返済が既に苦しい状態であれば、離婚の話より先に返済方法の変更を検討する余地があります。順番の考え方は住宅ローンが払えないときの選択肢に整理しました。競売に進む前の段階で動けるかどうかが分かれ目になります。

よくある質問

離婚協議書に「相手が払う」と書けば、私は返さなくてよいですか。

金融機関に対しては主張できません。協議書は当事者の間の取り決めで、契約上の債務者と連帯保証人の地位は変わらないためです。実際に支払いが滞れば、請求は契約に従って来ます。

財産分与はいつまでに請求すればよいですか。

協議が調わないときに家庭裁判所へ請求できるのは、離婚の時から5年です(民法768条2項ただし書)。
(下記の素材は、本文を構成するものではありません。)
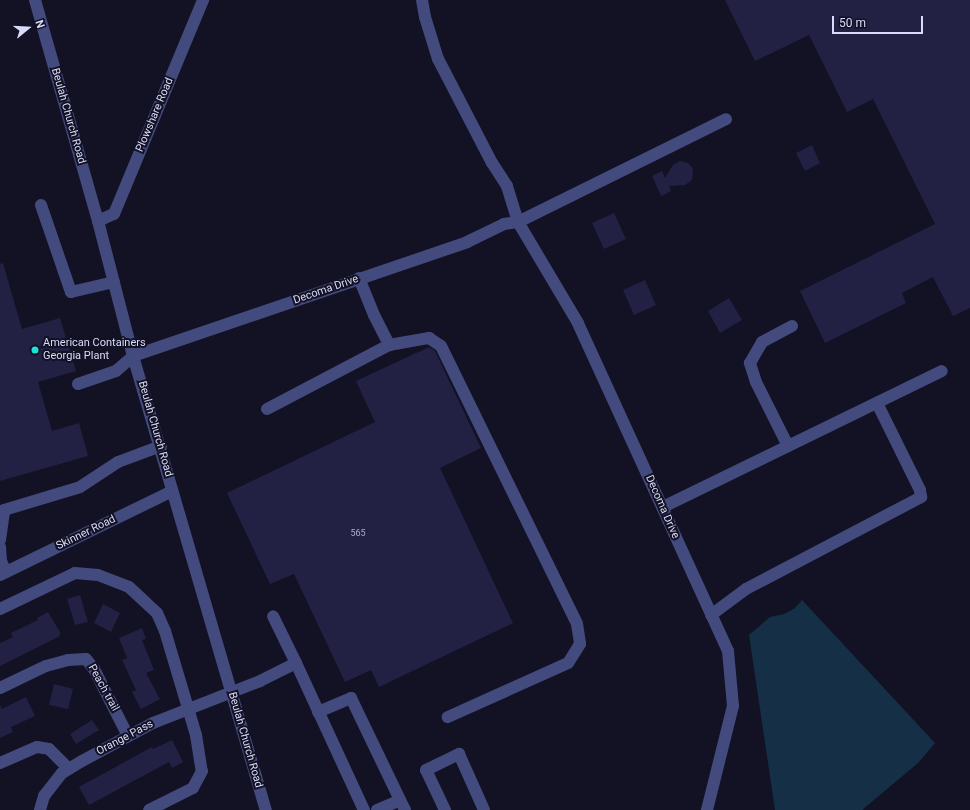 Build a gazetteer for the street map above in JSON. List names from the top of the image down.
{
  "streets": {
    "street": [
      "Plowshare Road",
      "Beulah Church Road",
      "Decoma Drive",
      "Skinner Road",
      "Peach trail",
      "Orange Pass"
    ]
  },
  "crossings": [
    ["Plowshare Road", "Beulah Church Road"],
    ["Beulah Church Road", "Decoma Drive"],
    ["Beulah Church Road", "Skinner Road"],
    ["Beulah Church Road", "Orange Pass"],
    ["Peach trail", "Orange Pass"]
  ],
  "places": ["American Containers Georgia Plant"],
  "house_numbers": ["565"],
  "scale_bar": "50 m",
  "north": "right"
} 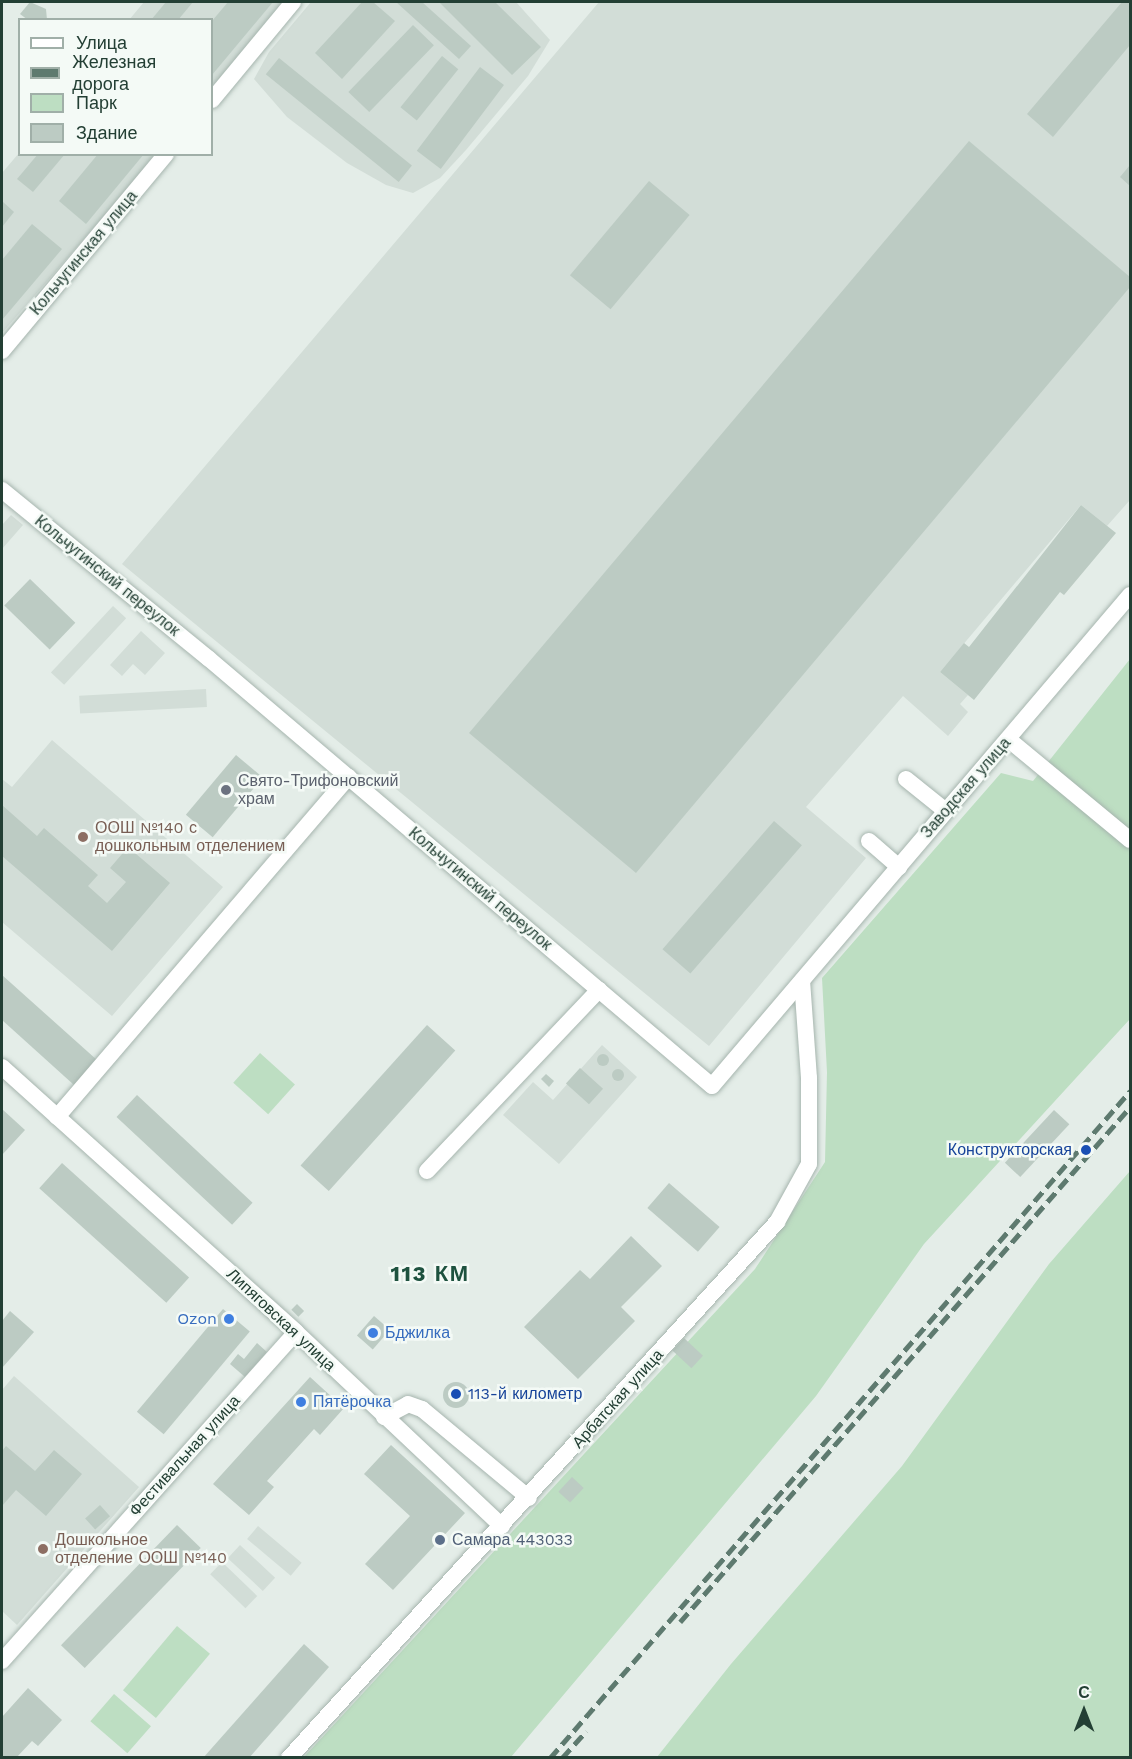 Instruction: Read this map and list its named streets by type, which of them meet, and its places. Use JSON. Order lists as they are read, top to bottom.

法務省は、令和8年3月31日以前に離婚した場合は2年と案内しています。

オーバーローンの家は財産分与の対象になりますか。

売却しても残債が上回る状態では、分けられる価値がありません。ただし、ほかの財産と合わせて全体で調整することはあります。家だけを切り離して考えないほうが実態に合います。

住宅ローンを払っている側が家を出る場合、住んでいる側に権利はありますか。

使用について当事者で取り決めることはできますが、所有者が変わったり競売になったりした場合の保護は別の問題になります。長く住む前提なら、名義とローンの整理を先に済ませるのが安全です。

リースバックなら離婚後も住めますか。

売却代金で残債を返せることが前提です。そのうえで、住み続けられる年数は結ぶ賃貸借契約の種類と期間によります。定期借家であれば期間満了で終了します。

任意売却は誰が決めますか。

債権者の同意が必要です。抵当権が付いたままでは買主が引き受けないため、抹消に応じてもらう交渉が前提になります。仕組みは任意売却を扱ったページで確認してください。